▶ _EXTRACTED INFORMATION_

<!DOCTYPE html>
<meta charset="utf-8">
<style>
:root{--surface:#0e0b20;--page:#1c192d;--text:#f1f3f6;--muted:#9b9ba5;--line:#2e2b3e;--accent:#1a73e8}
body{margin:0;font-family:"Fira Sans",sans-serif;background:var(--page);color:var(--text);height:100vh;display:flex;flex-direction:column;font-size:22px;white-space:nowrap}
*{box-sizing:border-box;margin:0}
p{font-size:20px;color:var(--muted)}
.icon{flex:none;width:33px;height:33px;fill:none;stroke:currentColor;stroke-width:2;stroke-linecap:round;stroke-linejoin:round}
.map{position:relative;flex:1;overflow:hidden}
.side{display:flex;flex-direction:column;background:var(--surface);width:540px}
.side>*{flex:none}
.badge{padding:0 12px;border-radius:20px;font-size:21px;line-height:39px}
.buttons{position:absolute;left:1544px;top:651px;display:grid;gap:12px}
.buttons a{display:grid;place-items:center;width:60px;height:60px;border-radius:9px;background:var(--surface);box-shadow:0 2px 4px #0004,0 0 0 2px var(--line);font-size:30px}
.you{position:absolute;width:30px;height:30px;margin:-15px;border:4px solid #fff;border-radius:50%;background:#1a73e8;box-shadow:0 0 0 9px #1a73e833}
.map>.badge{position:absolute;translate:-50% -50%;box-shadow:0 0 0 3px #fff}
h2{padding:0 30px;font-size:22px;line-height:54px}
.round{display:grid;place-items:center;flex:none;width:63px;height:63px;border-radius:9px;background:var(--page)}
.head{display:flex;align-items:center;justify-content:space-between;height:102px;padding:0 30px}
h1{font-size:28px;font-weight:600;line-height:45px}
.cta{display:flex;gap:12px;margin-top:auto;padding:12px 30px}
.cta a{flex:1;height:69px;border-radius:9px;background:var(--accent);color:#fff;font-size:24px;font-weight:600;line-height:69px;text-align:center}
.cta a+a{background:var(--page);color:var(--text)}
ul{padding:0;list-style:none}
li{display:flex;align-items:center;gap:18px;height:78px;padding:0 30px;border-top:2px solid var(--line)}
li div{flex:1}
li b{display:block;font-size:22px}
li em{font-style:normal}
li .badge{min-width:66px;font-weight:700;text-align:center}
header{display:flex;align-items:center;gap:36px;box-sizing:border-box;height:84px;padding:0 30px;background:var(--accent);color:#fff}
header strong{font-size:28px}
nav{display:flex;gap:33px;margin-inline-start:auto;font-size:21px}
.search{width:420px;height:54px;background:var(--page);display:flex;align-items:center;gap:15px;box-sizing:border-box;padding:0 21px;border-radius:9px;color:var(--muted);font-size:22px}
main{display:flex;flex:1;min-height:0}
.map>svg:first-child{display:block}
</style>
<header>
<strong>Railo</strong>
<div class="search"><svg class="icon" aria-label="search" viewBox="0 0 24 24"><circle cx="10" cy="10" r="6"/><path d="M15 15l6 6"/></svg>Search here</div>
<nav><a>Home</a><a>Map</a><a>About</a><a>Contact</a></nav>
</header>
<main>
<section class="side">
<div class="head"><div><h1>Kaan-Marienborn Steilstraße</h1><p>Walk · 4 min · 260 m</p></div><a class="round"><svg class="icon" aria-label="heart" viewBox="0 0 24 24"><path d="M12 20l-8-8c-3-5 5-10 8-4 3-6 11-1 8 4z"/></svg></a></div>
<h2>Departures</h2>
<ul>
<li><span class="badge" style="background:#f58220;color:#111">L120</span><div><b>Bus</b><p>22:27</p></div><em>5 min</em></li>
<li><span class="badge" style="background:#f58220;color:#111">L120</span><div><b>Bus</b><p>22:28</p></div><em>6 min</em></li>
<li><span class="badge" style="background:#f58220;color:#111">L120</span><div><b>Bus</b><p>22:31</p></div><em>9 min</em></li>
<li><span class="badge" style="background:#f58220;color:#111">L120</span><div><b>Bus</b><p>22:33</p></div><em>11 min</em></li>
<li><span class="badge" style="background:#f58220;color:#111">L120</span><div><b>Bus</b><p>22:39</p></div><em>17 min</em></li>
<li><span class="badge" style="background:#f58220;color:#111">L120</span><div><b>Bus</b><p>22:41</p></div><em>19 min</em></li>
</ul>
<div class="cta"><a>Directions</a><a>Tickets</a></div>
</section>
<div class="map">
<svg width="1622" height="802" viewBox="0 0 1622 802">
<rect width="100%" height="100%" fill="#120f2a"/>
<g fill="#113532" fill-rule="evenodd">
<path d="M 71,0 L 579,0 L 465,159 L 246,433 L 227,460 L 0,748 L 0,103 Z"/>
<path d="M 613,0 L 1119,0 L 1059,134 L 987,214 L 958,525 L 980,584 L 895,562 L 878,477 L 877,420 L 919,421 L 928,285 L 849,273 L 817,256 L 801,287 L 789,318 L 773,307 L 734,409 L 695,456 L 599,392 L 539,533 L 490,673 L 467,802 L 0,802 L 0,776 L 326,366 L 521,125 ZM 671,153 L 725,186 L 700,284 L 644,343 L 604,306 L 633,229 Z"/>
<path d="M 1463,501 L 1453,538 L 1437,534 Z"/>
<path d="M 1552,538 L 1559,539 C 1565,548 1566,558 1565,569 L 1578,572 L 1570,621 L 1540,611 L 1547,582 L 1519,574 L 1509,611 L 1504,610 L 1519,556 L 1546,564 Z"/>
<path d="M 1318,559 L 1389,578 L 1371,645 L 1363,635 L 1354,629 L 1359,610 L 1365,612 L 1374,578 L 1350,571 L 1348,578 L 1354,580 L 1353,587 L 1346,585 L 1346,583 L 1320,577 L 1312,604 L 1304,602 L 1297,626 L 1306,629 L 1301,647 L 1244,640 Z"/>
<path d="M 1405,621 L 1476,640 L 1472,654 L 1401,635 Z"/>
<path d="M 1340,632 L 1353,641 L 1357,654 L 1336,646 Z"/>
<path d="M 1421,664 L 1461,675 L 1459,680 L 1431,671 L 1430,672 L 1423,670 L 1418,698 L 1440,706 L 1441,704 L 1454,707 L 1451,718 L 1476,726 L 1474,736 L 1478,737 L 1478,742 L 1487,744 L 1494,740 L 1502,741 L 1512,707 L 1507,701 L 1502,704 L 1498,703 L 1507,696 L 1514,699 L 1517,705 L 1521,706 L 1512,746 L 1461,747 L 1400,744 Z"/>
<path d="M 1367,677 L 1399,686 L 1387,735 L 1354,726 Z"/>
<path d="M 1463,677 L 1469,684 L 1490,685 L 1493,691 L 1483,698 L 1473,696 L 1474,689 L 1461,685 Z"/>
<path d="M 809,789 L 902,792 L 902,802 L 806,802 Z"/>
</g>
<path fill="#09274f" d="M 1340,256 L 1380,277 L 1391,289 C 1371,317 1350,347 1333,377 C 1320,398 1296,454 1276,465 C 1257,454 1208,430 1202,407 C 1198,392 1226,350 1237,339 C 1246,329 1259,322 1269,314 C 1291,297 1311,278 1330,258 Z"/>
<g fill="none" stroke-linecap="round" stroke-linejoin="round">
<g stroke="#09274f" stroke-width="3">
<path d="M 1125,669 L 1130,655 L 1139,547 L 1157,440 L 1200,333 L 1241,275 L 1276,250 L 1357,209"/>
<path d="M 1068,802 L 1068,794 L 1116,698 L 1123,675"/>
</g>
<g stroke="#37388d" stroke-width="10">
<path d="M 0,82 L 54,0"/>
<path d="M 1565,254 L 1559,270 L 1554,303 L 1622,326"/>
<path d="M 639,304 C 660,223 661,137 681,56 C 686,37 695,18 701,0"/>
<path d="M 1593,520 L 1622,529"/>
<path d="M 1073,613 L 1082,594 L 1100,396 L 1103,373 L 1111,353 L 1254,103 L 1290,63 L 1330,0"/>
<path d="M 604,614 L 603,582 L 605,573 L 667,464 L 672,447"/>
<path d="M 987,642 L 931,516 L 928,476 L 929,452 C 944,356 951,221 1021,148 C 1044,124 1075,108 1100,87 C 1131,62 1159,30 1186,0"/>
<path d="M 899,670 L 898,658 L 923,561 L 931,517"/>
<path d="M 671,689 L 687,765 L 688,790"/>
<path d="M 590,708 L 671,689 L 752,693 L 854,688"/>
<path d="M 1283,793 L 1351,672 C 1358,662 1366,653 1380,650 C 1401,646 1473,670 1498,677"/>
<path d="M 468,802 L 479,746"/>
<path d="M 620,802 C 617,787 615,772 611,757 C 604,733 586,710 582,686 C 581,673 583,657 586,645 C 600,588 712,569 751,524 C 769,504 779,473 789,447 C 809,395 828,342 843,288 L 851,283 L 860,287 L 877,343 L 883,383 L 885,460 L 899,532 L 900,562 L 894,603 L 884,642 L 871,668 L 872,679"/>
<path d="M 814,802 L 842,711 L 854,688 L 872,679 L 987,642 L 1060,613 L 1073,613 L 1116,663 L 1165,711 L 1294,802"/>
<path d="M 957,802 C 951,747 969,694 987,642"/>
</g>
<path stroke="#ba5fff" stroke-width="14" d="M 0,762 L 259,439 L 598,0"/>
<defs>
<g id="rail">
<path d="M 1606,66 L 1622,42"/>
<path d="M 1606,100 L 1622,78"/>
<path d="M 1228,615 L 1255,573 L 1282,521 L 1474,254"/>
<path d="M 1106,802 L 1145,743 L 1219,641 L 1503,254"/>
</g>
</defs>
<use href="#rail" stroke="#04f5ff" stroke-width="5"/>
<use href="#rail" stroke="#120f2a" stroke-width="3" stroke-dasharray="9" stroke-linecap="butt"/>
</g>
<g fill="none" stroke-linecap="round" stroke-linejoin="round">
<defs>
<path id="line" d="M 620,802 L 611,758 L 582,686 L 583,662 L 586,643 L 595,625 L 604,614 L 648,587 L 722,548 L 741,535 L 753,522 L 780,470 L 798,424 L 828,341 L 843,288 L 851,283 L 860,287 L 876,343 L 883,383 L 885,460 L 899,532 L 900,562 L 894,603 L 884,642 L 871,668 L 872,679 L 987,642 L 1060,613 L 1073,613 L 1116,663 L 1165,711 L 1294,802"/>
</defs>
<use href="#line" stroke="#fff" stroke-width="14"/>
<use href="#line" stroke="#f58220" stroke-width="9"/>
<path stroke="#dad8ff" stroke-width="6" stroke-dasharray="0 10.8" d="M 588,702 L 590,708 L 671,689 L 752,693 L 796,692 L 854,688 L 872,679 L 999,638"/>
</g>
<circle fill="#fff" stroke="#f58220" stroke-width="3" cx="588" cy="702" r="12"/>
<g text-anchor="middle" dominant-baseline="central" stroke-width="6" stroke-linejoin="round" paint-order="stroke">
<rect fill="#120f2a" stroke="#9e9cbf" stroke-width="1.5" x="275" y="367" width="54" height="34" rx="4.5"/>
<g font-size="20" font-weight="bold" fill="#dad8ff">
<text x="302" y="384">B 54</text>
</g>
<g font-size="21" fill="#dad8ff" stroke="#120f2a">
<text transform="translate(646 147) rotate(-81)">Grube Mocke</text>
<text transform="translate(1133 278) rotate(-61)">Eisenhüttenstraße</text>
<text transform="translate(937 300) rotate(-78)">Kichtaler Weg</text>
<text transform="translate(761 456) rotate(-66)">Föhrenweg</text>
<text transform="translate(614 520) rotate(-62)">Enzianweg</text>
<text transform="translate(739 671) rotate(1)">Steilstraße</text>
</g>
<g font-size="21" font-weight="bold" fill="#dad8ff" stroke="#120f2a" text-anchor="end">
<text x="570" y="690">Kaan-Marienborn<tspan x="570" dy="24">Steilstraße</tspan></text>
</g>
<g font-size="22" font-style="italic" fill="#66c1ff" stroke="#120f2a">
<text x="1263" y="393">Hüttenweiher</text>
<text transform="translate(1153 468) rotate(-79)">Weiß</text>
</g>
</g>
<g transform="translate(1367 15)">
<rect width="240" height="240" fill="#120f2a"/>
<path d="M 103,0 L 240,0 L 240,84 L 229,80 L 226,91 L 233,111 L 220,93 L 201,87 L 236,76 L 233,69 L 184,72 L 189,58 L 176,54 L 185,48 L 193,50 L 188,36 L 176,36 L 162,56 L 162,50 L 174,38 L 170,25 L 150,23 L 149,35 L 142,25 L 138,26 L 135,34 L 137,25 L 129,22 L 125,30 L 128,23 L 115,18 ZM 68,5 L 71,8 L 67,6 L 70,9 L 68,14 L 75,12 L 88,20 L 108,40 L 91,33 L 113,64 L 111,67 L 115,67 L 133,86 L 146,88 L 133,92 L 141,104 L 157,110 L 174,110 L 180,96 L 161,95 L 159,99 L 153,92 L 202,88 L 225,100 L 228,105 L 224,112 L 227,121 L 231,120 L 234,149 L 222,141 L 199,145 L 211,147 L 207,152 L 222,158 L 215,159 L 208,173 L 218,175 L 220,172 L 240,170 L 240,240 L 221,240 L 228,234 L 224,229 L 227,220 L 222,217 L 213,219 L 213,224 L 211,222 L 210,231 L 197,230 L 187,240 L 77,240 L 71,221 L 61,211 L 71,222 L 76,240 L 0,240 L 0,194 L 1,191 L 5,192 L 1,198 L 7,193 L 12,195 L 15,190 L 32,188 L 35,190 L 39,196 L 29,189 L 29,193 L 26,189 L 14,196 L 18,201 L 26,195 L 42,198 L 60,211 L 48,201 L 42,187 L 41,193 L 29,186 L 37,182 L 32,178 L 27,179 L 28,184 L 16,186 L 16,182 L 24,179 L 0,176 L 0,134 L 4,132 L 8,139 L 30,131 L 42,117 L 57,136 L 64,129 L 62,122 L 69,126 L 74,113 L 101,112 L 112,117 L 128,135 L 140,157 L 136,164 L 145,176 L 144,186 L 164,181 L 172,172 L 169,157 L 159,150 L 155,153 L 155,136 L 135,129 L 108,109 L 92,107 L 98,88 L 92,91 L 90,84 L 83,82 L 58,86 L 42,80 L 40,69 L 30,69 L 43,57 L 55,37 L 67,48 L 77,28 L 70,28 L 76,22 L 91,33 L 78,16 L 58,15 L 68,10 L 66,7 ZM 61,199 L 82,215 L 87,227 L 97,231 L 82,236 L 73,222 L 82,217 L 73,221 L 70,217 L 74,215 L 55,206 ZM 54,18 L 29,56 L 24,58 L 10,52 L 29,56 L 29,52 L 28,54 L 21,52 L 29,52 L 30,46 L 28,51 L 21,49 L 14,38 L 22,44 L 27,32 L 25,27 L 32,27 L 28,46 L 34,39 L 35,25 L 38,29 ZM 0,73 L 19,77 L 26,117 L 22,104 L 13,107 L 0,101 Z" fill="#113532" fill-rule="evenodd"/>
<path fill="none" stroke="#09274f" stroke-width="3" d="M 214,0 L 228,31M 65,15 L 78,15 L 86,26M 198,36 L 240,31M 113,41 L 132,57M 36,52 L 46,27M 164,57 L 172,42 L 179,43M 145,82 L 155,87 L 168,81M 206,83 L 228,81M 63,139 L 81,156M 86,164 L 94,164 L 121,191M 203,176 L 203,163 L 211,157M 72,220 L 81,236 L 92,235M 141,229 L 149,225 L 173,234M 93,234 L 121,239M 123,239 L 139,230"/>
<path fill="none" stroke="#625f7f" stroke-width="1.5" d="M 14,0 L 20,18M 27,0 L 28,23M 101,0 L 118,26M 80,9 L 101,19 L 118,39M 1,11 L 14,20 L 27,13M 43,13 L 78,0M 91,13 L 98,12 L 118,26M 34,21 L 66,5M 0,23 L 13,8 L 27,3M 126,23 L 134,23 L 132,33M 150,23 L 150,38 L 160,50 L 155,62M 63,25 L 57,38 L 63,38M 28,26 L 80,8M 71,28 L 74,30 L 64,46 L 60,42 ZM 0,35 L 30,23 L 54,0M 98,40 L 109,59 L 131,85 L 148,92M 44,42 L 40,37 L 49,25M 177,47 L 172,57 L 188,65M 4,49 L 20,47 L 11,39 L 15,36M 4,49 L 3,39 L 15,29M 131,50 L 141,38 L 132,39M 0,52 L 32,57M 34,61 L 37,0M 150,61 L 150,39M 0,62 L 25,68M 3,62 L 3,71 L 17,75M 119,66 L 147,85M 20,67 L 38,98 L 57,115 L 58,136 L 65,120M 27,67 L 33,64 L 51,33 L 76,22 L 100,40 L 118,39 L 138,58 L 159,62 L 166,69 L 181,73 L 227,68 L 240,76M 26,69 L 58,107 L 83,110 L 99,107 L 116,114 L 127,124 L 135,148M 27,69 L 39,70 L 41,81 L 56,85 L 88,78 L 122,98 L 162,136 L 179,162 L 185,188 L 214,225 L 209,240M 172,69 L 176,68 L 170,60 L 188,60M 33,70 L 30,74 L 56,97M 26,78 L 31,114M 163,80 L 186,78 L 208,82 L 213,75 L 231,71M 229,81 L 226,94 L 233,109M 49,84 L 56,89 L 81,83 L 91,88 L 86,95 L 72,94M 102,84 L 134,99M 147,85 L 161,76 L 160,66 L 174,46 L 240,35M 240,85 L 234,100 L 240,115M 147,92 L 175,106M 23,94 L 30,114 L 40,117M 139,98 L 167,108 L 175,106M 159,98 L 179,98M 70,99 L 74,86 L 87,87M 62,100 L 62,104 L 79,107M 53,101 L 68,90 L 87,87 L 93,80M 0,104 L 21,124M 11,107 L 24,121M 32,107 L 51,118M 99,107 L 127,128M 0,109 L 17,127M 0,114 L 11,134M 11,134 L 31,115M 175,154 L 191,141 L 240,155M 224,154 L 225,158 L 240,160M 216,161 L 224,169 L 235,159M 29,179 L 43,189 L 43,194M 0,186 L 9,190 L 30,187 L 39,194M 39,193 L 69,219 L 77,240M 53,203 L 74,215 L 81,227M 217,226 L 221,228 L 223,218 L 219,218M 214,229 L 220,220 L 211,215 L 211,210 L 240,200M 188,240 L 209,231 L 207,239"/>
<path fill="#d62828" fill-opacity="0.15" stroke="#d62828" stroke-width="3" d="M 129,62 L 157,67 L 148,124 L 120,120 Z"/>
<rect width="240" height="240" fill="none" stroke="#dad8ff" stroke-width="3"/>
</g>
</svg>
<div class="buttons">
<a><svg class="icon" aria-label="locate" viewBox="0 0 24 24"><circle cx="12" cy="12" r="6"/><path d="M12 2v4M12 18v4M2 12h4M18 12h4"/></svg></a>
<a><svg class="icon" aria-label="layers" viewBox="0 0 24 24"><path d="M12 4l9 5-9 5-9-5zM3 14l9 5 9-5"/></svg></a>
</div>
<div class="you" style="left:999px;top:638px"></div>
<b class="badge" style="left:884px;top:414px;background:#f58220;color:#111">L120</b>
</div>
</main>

▶ _EXERCISE_
Copy each line of the records above that carries the word "border".

▶ _COMPLETED TASK_
*{box-sizing:border-box;margin:0}
.badge{padding:0 12px;border-radius:20px;font-size:21px;line-height:39px}
.buttons a{display:grid;place-items:center;width:60px;height:60px;border-radius:9px;background:var(--surface);box-shadow:0 2px 4px #0004,0 0 0 2px var(--line);font-size:30px}
.you{position:absolute;width:30px;height:30px;margin:-15px;border:4px solid #fff;border-radius:50%;background:#1a73e8;box-shadow:0 0 0 9px #1a73e833}
.round{display:grid;place-items:center;flex:none;width:63px;height:63px;border-radius:9px;background:var(--page)}
.cta a{flex:1;height:69px;border-radius:9px;background:var(--accent);color:#fff;font-size:24px;font-weight:600;line-height:69px;text-align:center}
li{display:flex;align-items:center;gap:18px;height:78px;padding:0 30px;border-top:2px solid var(--line)}
header{display:flex;align-items:center;gap:36px;box-sizing:border-box;height:84px;padding:0 30px;background:var(--accent);color:#fff}
.search{width:420px;height:54px;background:var(--page);display:flex;align-items:center;gap:15px;box-sizing:border-box;padding:0 21px;border-radius:9px;color:var(--muted);font-size:22px}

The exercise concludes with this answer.